3. Writing one value at a time with `prevent_overflow=True`.

---

## DSS Pathname Structure for Time Series

```
/A-Part/B-Part/C-Part/D-Part/E-Part/F-Part/
```

| Part | Typical Use | Example |
|------|-------------|---------|
| A | Collection or project | `REGULAR`, `IRREGULAR` |
| B | Location | `TIMESERIES`, `GAUGE-01` |
| C | Parameter | `FLOW`, `PRECIP`, `STAGE` |
| D | Date block start | `01JUL2019` (can be empty) |
| E | Interval | `1HOUR`, `15MIN`, `1DAY`, `IR-DAY`, `IR-DECADE` |
| F | Version or variant | `OBS`, `MODIFIED`, `EXAMPLE` |

**Common E-part interval specifications:**

| Regular | Irregular |
|---------|-----------|
| `1MIN` | `IR-DAY` |
| `15MIN` | `IR-MONTH` |
| `1HOUR` | `IR-YEAR` |
| `1DAY` | `IR-DECADE` |
| `1MON` | `IR-CENTURY` |
| `1YEAR` | |

When the D-part is empty, `read_ts()` retrieves all available data.

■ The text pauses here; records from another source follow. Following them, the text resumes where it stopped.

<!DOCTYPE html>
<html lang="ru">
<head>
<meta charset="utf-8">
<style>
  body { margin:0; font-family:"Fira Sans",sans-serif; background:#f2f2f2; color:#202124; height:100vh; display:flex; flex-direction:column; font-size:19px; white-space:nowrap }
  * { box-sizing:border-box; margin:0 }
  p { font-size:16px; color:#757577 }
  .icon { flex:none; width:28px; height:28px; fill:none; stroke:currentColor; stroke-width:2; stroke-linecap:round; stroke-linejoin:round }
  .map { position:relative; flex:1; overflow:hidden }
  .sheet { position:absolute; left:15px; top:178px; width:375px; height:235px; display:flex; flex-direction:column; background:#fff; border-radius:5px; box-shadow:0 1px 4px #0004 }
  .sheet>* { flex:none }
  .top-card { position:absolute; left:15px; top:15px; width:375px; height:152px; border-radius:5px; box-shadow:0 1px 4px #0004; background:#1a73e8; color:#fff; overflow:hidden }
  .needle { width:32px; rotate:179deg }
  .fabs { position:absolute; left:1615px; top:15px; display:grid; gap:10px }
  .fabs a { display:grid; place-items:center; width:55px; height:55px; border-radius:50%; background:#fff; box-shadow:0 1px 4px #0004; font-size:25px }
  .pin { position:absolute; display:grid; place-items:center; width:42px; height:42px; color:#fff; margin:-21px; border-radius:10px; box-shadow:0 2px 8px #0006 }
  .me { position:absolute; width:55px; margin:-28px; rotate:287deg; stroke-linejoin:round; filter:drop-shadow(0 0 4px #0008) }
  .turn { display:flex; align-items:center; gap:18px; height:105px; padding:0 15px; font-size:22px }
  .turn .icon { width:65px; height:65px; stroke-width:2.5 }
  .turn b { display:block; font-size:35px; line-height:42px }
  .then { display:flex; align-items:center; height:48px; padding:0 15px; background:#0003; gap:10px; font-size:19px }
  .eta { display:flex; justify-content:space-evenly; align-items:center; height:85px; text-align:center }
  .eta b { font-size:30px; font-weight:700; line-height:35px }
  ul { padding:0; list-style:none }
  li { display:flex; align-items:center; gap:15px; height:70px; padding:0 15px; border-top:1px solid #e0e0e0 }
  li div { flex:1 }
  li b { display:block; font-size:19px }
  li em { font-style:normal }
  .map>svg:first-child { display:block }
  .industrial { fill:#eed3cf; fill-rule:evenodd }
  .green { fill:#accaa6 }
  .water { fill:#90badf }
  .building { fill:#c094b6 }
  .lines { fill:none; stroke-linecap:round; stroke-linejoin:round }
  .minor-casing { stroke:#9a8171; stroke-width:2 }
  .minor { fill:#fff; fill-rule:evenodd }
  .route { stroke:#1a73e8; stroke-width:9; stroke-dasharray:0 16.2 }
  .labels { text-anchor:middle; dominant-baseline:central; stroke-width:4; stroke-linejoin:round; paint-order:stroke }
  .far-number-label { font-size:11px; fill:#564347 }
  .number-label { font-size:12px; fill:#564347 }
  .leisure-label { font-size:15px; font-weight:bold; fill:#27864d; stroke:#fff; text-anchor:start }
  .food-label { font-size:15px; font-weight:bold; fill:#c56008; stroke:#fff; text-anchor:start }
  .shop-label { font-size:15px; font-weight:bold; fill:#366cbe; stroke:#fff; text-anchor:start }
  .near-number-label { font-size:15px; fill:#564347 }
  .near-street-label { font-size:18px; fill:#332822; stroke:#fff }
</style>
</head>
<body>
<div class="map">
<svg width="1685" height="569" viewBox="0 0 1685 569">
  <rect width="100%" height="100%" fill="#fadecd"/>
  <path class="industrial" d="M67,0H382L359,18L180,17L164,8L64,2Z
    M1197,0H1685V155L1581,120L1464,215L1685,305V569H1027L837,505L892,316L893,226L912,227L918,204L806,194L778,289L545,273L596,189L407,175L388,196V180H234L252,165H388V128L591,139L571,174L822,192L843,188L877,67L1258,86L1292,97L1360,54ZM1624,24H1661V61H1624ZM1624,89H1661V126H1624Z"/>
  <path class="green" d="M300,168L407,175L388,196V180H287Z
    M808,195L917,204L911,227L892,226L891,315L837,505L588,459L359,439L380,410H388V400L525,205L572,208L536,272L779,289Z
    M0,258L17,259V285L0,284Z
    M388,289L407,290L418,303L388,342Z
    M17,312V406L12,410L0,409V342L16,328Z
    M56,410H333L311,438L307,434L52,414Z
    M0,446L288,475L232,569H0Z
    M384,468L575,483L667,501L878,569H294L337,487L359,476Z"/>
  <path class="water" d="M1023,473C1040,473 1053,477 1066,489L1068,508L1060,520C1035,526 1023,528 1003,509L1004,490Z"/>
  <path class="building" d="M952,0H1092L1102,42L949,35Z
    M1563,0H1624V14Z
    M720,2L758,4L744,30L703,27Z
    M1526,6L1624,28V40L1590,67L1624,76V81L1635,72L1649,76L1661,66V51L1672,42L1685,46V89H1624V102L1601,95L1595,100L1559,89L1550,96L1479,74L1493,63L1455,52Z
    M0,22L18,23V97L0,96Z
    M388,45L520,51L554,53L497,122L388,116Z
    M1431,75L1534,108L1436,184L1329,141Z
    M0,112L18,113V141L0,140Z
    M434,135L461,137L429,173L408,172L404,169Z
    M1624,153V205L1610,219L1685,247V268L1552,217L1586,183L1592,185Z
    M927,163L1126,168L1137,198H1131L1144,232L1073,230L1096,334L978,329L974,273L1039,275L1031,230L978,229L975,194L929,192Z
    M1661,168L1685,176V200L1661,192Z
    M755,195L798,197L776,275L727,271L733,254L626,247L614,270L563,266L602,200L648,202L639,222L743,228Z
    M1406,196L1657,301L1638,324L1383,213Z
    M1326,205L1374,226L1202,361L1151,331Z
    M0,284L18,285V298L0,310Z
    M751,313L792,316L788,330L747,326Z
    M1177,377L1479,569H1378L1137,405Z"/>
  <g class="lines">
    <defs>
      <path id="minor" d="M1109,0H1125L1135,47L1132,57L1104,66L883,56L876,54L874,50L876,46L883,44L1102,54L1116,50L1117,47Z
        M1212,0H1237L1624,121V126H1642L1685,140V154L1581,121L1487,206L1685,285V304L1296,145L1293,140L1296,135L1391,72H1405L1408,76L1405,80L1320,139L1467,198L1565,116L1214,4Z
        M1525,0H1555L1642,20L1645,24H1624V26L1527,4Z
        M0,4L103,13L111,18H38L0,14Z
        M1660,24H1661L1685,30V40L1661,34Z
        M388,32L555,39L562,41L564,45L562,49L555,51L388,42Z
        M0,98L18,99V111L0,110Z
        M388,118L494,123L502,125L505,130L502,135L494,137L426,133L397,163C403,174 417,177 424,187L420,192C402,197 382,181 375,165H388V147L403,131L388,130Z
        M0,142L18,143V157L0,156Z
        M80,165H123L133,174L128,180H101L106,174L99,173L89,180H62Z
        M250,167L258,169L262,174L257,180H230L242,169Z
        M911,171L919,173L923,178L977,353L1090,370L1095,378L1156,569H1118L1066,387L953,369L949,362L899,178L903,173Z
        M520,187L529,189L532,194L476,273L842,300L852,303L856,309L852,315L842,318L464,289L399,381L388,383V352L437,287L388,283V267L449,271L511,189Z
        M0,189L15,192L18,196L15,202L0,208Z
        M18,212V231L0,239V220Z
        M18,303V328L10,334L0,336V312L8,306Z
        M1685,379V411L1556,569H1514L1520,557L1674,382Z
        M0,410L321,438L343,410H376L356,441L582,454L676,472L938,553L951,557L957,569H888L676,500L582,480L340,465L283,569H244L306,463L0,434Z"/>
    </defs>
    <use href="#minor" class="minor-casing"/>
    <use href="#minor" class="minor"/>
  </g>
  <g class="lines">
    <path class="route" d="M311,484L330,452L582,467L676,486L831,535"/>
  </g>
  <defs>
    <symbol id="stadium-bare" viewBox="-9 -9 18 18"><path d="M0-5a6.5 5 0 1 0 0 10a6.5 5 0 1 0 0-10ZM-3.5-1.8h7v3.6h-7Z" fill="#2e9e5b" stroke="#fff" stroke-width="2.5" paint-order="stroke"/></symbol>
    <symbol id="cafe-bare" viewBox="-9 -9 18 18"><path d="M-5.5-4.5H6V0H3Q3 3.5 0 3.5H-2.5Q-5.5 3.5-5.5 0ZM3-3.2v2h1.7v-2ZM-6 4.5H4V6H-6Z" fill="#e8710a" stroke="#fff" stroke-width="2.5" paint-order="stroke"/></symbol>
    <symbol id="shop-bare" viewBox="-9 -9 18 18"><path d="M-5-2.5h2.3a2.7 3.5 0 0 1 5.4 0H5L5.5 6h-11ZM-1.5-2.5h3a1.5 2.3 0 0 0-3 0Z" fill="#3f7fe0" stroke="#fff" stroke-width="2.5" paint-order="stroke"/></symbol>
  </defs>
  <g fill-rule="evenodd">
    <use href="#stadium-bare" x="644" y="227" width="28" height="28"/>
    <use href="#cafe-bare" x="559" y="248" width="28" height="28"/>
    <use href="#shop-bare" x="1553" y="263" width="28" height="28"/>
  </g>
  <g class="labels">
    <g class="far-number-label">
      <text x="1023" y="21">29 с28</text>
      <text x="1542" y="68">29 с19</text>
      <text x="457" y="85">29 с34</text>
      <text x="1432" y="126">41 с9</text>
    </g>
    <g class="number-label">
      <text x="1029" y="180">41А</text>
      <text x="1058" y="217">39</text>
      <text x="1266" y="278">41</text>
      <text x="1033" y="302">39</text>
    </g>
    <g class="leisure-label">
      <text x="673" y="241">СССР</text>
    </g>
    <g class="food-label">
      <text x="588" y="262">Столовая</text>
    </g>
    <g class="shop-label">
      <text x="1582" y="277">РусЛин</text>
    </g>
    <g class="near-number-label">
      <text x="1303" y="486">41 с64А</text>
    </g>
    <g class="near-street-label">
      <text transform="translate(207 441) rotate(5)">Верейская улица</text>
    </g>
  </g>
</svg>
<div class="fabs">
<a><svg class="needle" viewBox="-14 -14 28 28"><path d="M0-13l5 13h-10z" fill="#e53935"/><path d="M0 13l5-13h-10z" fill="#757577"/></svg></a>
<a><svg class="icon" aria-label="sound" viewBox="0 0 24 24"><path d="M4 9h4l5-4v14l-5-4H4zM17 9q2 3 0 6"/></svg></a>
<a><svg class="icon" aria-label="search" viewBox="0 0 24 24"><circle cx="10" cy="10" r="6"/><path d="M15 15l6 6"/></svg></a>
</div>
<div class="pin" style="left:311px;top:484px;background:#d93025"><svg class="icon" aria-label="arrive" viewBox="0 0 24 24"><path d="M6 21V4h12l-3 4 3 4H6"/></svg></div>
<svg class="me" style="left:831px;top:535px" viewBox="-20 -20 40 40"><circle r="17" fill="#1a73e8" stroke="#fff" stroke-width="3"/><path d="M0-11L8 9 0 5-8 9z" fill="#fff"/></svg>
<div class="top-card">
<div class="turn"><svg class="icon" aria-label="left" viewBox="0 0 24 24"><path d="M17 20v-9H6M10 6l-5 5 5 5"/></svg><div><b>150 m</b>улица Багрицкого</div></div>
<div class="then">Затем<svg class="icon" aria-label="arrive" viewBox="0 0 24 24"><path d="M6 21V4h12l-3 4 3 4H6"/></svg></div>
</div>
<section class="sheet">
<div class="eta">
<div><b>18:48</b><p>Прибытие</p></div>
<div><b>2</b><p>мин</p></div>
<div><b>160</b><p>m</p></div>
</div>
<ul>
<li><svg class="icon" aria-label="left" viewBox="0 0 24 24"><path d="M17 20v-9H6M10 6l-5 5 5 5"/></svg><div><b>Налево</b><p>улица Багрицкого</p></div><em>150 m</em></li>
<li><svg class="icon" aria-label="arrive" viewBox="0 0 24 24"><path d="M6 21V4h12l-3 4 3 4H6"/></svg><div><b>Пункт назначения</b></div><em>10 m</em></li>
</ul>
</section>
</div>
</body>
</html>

When
it contains a date, only that block is read unless a `window` is specified.

---

## API Summary

### Reading

| Method | Returns | Description |
|--------|---------|-------------|
| `fid.read_ts(pathname)` | `TimeSeriesStruct` | Read full time series. |
| `fid.read_ts(pathname, window=(...))` | `TimeSeriesStruct` | Read a time window. |
| `fid.read_ts(pathname, trim_missing=True)` | `TimeSeriesStruct` | Read with edge trimming (regular only). |
| `fid.read_ts(pathname, window_flag=N)` | `TimeSeriesStruct` | Read with boundary control (irregular only). |
| `fid.read_ts(pathname, reg=True)` | `TimeSeriesStruct` | Force read as regular time series. |
| `fid.read_ts(pathname, ireg=True)` | `TimeSeriesStruct` | Force read as irregular time series. |

### Writing

| Method | Description |
|--------|-------------|
| `fid.put_ts(tsc)` | Write a `TimeSeriesContainer` object. |
| `fid.put_ts(pathname, values=..., start_time=...)` | Write regular time series from keyword arguments. |
| `fid.put_ts(pathname, values=..., times=...)` | Write irregular time series from keyword arguments. |

### TimeSeriesContainer Construction

```python
from pydsstools.core import TimeSeriesContainer

# Regular time series
tsc = TimeSeriesContainer(pathname, count, interval)
tsc.start_time = "01JAN2025 1500"        # starting date/time
tsc.values = [10, 20, 30]                # list, ndarray, or array
tsc.data_units = "cfs"                   # value units
tsc.data_type = "INST"                   # INST, PER-AVER, PER-CUM
tsc.tzid = "UTC"                         # timezone (optional)

# Irregular time series
tsc = TimeSeriesContainer(pathname, count, -1)
tsc.times = ["01JAN2019 0200", ...]      # one timestamp per value
tsc.values = [100, 200, ...]             # same length as times
tsc.data_units = "ft"
tsc.data_type = "INST"
tsc.julian_base = "01JAN2000"            # optional reference date
```

**Accepted input types for `values`:** list, tuple, `numpy.ndarray`, or
`array.array`. Internally converted to float32.

**Accepted input types for `times` (irregular only):** list of strings, list
of HecTime, list of datetime, `numpy.ndarray` of int, or `array.array` of int.